◆ What you have to do
Reproduce each line from the records that holds "origin".

Records shown section start

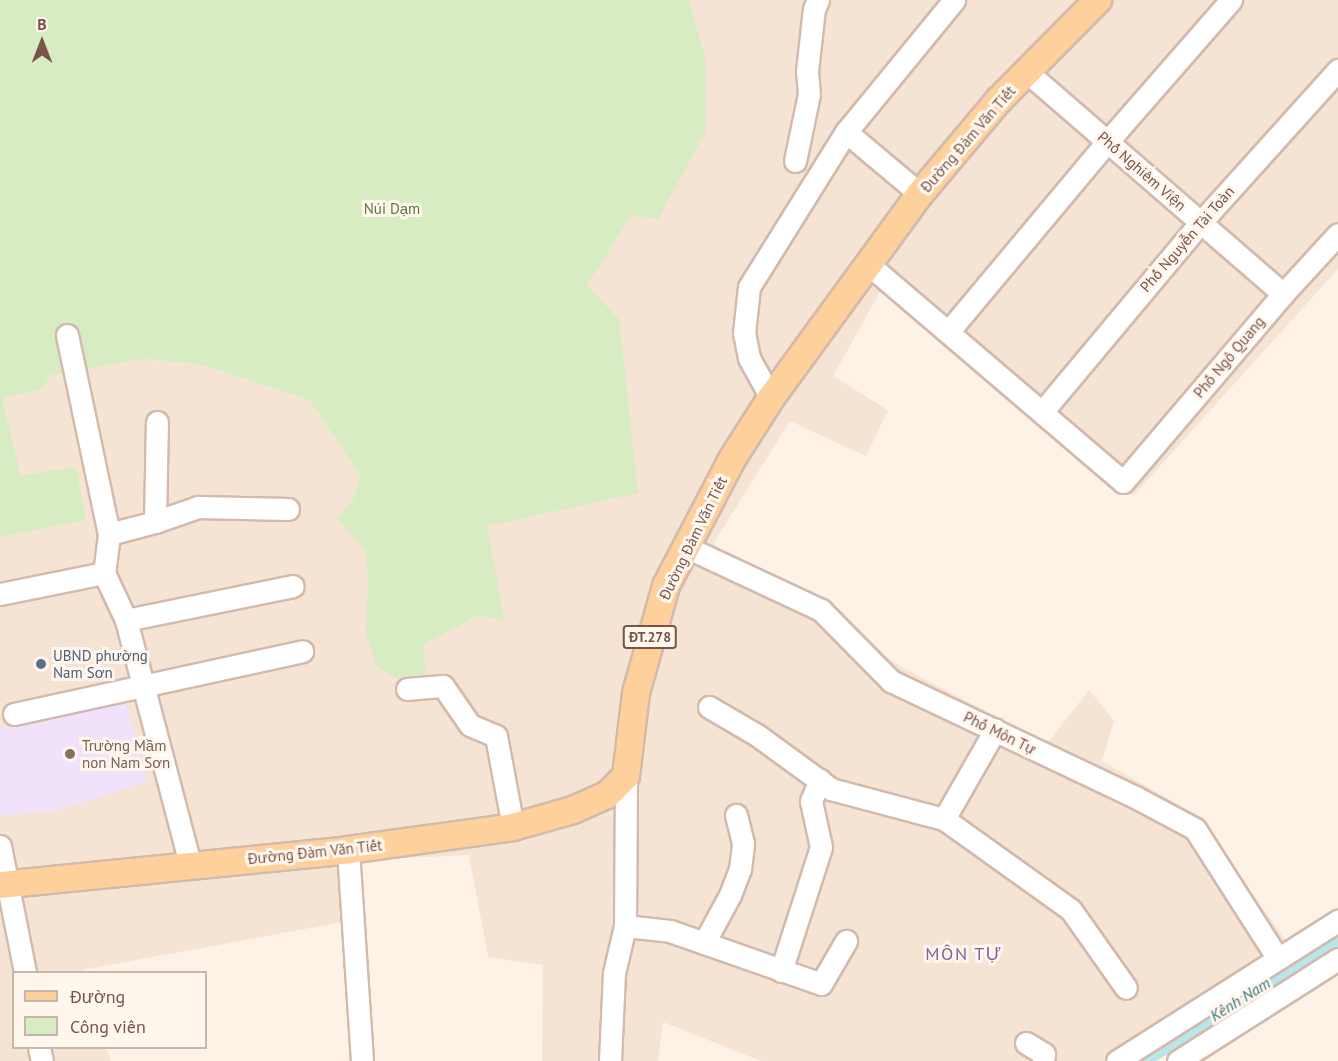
<!DOCTYPE html>
<html>
<head>
<meta charset="utf-8">
<style>
  body { margin:0 }
  #map { position:relative; width:1338px; height:1061px; overflow:hidden; background:#fdf2e5; font-family:"PT Sans",sans-serif }
  div>[style] { position:absolute }
  .residential>* { inset:0; background:#f5e3d3 }
  .education>* { inset:0; background:#efe2fa }
  .green>* { inset:0; background:#d7ecc3 }
  .water>* { inset:0; background:#b9e6e8 }
  .roads { filter:drop-shadow(2px 0 #d2baad) drop-shadow(-2px 0 #d2baad) drop-shadow(0 2px #d2baad) drop-shadow(0 -2px #d2baad) }
  .minor>* { height:21px; margin:-10.5px; padding:0 10.5px; transform-origin:10.5px; border-radius:10.5px; background:#fff }
  .major>* { height:26px; margin:-13px; padding:0 13px; transform-origin:13px; border-radius:13px; background:#fed09b }
  .dots>* { width:16px; height:16px; translate:-50% -50%; box-sizing:border-box; border:3px solid #fff6ed; border-radius:50% }
  span { translate:-50% -50%; white-space:nowrap; text-align:center; line-height:1.15; -webkit-text-stroke:6px #fff6ed; paint-order:stroke }
  .shield-label span { padding:2px 4px; background:#fff6ed; border:2px solid; border-radius:4px; -webkit-text-stroke-width:0 }
  .shield-label { font-size:14px; color:#785549; font-weight:700 }
  .street-label { font-size:15px; color:#785549 }
  .park-label { font-size:15px; color:#54783d }
  .service-label { font-size:15px; color:#4e5e75 }
  .left { translate:0 -50%; text-align:left }
  .education-label { font-size:15px; color:#785e54 }
  .water-label { font-size:16px; color:#3c797e; font-style:italic }
  .quarter-label { font-size:18px; color:#84649c; letter-spacing:1.5px }
  .legend { position:absolute; left:12px; top:971px; width:195px; height:78px; box-sizing:border-box; background:#fff6ed; border:2px solid #c9b6ab; margin:0; padding:8px 10px; list-style:none; font-size:18px; color:#785549 }
  .legend li { display:flex; align-items:center; gap:12px; height:30px }
  .legend b { width:30px; border:2px solid #c9b6ab }
  .north { position:absolute; left:12px; top:12px; width:60px; height:60px; -webkit-text-stroke:4px #fff6ed; paint-order:stroke; rotate:0deg; font-size:16px; font-weight:700; line-height:24px; text-align:center; color:#785549 }
  .north::after { content:''; display:block; margin:auto; width:21px; height:27px; background:#785549; clip-path:polygon(50% 0,100% 100%,50% 72%,0 100%) }
</style>
</head>
<body>
<div id="map">
  <div class="residential">
    <div style="clip-path:polygon(689px 0,1338px 0,1338px 269px,1133px 496px,881px 290px,833px 376px,888px 410px,866px 456px,790px 421px,713px 544px,903px 668px,1048px 743px,1089px 690px,1114px 721px,1102px 761px,1195px 814px,1298px 957px,1114px 1061px,761px 1061px,663px 1022px,658px 1061px,542px 1061px,543px 965px,488px 957px,469px 855px,359px 860px,359px 919px,82px 970px,82px 972px,14px 972px,14px 1048px,106px 1048px,111px 1061px,0 1061px,0 537px,86px 520px,21px 476px,2px 398px,42px 390px,51px 375px,143px 359px,199px 364px,309px 400px,361px 477px,352px 501px,336px 518px,366px 552px,368px 588px,425px 674px,423px 645px,477px 616px,503px 620px,487px 526px,619px 319px,587px 285px,632px 214px,705px 57px)"></div>
  </div>
  <div class="education">
    <div style="clip-path:polygon(124px 697px,148px 781px,56px 811px,0 815px,0 727px)"></div>
  </div>
  <div class="green">
    <div style="clip-path:polygon(0 0,689px 0,705px 57px,706px 131px,658px 219px,632px 215px,587px 285px,619px 319px,638px 493px,487px 526px,504px 620px,477px 616px,423px 645px,426px 674px,395px 678px,377px 666px,365px 630px,368px 588px,366px 552px,336px 518px,352px 501px,361px 477px,309px 400px,199px 364px,143px 359px,51px 375px,42px 390px,2px 398px,21px 476px,76px 467px,86px 520px,0 537px)"></div>
  </div>
  <div class="water">
    <div style="clip-path:polygon(1338px 928px,1338px 948px,1156px 1061px,1128px 1061px)"></div>
  </div>
  <div class="roads">
    <div class="minor">
      <div style="left:1027px;top:72px;width:339px;rotate:40.9deg"></div>
      <div style="left:795px;top:161px;width:68px;rotate:-78.2deg"></div>
      <div style="left:809px;top:94px;width:23px;rotate:-95deg"></div>
      <div style="left:807px;top:71px;width:62px;rotate:-83.6deg"></div>
      <div style="left:814px;top:9px;width:10px;rotate:-66deg"></div>
      <div style="left:920px;top:194px;width:97px;rotate:-140deg"></div>
      <div style="left:846px;top:132px;width:171px;rotate:-50.7deg"></div>
      <div style="left:868px;top:264px;width:335px;rotate:40.5deg"></div>
      <div style="left:1123px;top:482px;width:247px;rotate:-49.6deg"></div>
      <div style="left:1283px;top:294px;width:81px;rotate:-47.5deg"></div>
      <div style="left:948px;top:332px;width:248px;rotate:-50.1deg"></div>
      <div style="left:1107px;top:142px;width:189px;rotate:-48.9deg"></div>
      <div style="left:67px;top:335px;width:203px;rotate:78.1deg"></div>
      <div style="left:109px;top:534px;width:39px;rotate:97deg"></div>
      <div style="left:104px;top:573px;width:52px;rotate:64.9deg"></div>
      <div style="left:126px;top:620px;width:252px;rotate:75.3deg"></div>
      <div style="left:771px;top:398px;width:46px;rotate:-118.8deg"></div>
      <div style="left:749px;top:358px;width:25px;rotate:-101deg"></div>
      <div style="left:744px;top:333px;width:46px;rotate:-83.8deg"></div>
      <div style="left:749px;top:287px;width:183px;rotate:-58deg"></div>
      <div style="left:1042px;top:412px;width:248px;rotate:-50.1deg"></div>
      <div style="left:1201px;top:222px;width:205px;rotate:-48deg"></div>
      <div style="left:155px;top:522px;width:100px;rotate:-88.9deg"></div>
      <div style="left:109px;top:534px;width:48px;rotate:-14.6deg"></div>
      <div style="left:155px;top:522px;width:46px;rotate:-19.2deg"></div>
      <div style="left:198px;top:507px;width:90px;rotate:1.3deg"></div>
      <div style="left:686px;top:547px;width:149px;rotate:25deg"></div>
      <div style="left:821px;top:610px;width:100px;rotate:45.4deg"></div>
      <div style="left:891px;top:681px;width:272px;rotate:25.4deg"></div>
      <div style="left:1137px;top:798px;width:66px;rotate:28.1deg"></div>
      <div style="left:1195px;top:829px;width:152px;rotate:57.4deg"></div>
      <div style="left:0;top:594px;width:106px;rotate:-11.4deg"></div>
      <div style="left:126px;top:620px;width:170px;rotate:-11.5deg"></div>
      <div style="left:407px;top:689px;width:36px;rotate:-5deg"></div>
      <div style="left:443px;top:686px;width:47px;rotate:55.3deg"></div>
      <div style="left:470px;top:725px;width:28px;rotate:23deg"></div>
      <div style="left:496px;top:736px;width:93px;rotate:79.4deg"></div>
      <div style="left:709px;top:707px;width:56px;rotate:30.3deg"></div>
      <div style="left:757px;top:735px;width:92px;rotate:36.1deg"></div>
      <div style="left:831px;top:789px;width:117px;rotate:14.9deg"></div>
      <div style="left:944px;top:819px;width:156px;rotate:35.6deg"></div>
      <div style="left:1071px;top:910px;width:95px;rotate:54.8deg"></div>
      <div style="left:14px;top:714px;width:295px;rotate:-12.3deg"></div>
      <div style="left:944px;top:819px;width:103px;rotate:-60.2deg"></div>
      <div style="left:0;top:846px;width:128px;rotate:78.8deg"></div>
      <div style="left:348px;top:850px;width:211px;rotate:86.2deg"></div>
      <div style="left:625px;top:926px;width:45px;rotate:6.3deg"></div>
      <div style="left:670px;top:931px;width:160px;rotate:19.3deg"></div>
      <div style="left:821px;top:984px;width:50px;rotate:-59.8deg"></div>
      <div style="left:704px;top:943px;width:55px;rotate:-61.6deg"></div>
      <div style="left:730px;top:895px;width:28px;rotate:-69deg"></div>
      <div style="left:740px;top:869px;width:26px;rotate:-83deg"></div>
      <div style="left:743px;top:843px;width:29px;rotate:-104deg"></div>
      <div style="left:781px;top:971px;width:130px;rotate:-72.1deg"></div>
      <div style="left:821px;top:847px;width:47px;rotate:-102.3deg"></div>
      <div style="left:811px;top:801px;width:23px;rotate:-67deg"></div>
      <div style="left:1026px;top:1043px;width:21px;rotate:31deg"></div>
      <div style="left:1044px;top:1054px;width:7px;rotate:98deg"></div>
      <div style="left:39px;top:1048px;width:13px;rotate:77deg"></div>
      <div style="left:610px;top:1061px;width:88px;rotate:-87.4deg"></div>
      <div style="left:614px;top:973px;width:48px;rotate:-76.8deg"></div>
      <div style="left:625px;top:926px;width:150px;rotate:-89.6deg"></div>
      <div style="left:1117px;top:1061px;width:262px;rotate:-32.4deg"></div>
      <div style="left:1178px;top:1061px;width:190px;rotate:-32.5deg"></div>
    </div>
    <div class="major">
      <div style="left:0;top:885px;width:350px;rotate:-5.7deg"></div>
      <div style="left:348px;top:850px;width:167px;rotate:-7.9deg"></div>
      <div style="left:513px;top:827px;width:62px;rotate:-15.8deg"></div>
      <div style="left:573px;top:810px;width:37px;rotate:-24deg"></div>
      <div style="left:607px;top:795px;width:27px;rotate:-45deg"></div>
      <div style="left:626px;top:776px;width:84px;rotate:-83.1deg"></div>
      <div style="left:636px;top:693px;width:111px;rotate:-74.3deg"></div>
      <div style="left:666px;top:586px;width:141px;rotate:-62.5deg"></div>
      <div style="left:731px;top:461px;width:75px;rotate:-57.6deg"></div>
      <div style="left:771px;top:398px;width:253px;rotate:-53.9deg"></div>
      <div style="left:920px;top:194px;width:123px;rotate:-50deg"></div>
      <div style="left:999px;top:100px;width:141px;rotate:-45.3deg"></div>
    </div>
  </div>
  <div class="dots">
    <div style="left:41px;top:664px;background:#5c6f8a"></div>
    <div style="left:70px;top:754px;background:#8d6e63"></div>
  </div>
  <div class="shield-label">
    <span style="left:650px;top:637px">ĐT.278</span>
  </div>
  <div class="street-label">
    <span style="left:968px;top:139px;rotate:-49deg">Đường Đàm Văn Tiết</span>
    <span style="left:1142px;top:171px;rotate:41deg">Phố Nghiêm Viện</span>
    <span style="left:1187px;top:239px;rotate:-49deg">Phố Nguyễn Tài Toàn</span>
    <span style="left:1229px;top:357px;rotate:-50deg">Phố Ngô Quang</span>
    <span style="left:693px;top:538px;rotate:-64deg">Đường Đàm Văn Tiết</span>
    <span style="left:1000px;top:733px;rotate:26deg">Phố Môn Tự</span>
    <span style="left:315px;top:852px;rotate:-6deg">Đường Đàm Văn Tiết</span>
  </div>
  <div class="park-label">
    <span style="left:392px;top:209px">Núi Dạm</span>
  </div>
  <div class="service-label">
    <span class="left" style="left:53px;top:664px">UBND phường<br>Nam Sơn</span>
  </div>
  <div class="education-label">
    <span class="left" style="left:82px;top:754px">Trường Mầm<br>non Nam Sơn</span>
  </div>
  <div class="water-label">
    <span style="left:1240px;top:999px;rotate:-32deg">Kênh Nam</span>
  </div>
  <div class="quarter-label">
    <span style="left:964px;top:954px">MÔN TỰ</span>
  </div>
  <ul class="legend">
  <li><b style="height:8px;background:#fed09b"></b>Đường</li>
  <li><b style="height:16px;background:#d7ecc3"></b>Công viên</li>
  </ul>
  <div class="north">B</div>
</div>
</body>
</html>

Records shown section end

◆ Exercise result
  .minor>* { height:21px; margin:-10.5px; padding:0 10.5px; transform-origin:10.5px; border-radius:10.5px; background:#fff }
  .major>* { height:26px; margin:-13px; padding:0 13px; transform-origin:13px; border-radius:13px; background:#fed09b }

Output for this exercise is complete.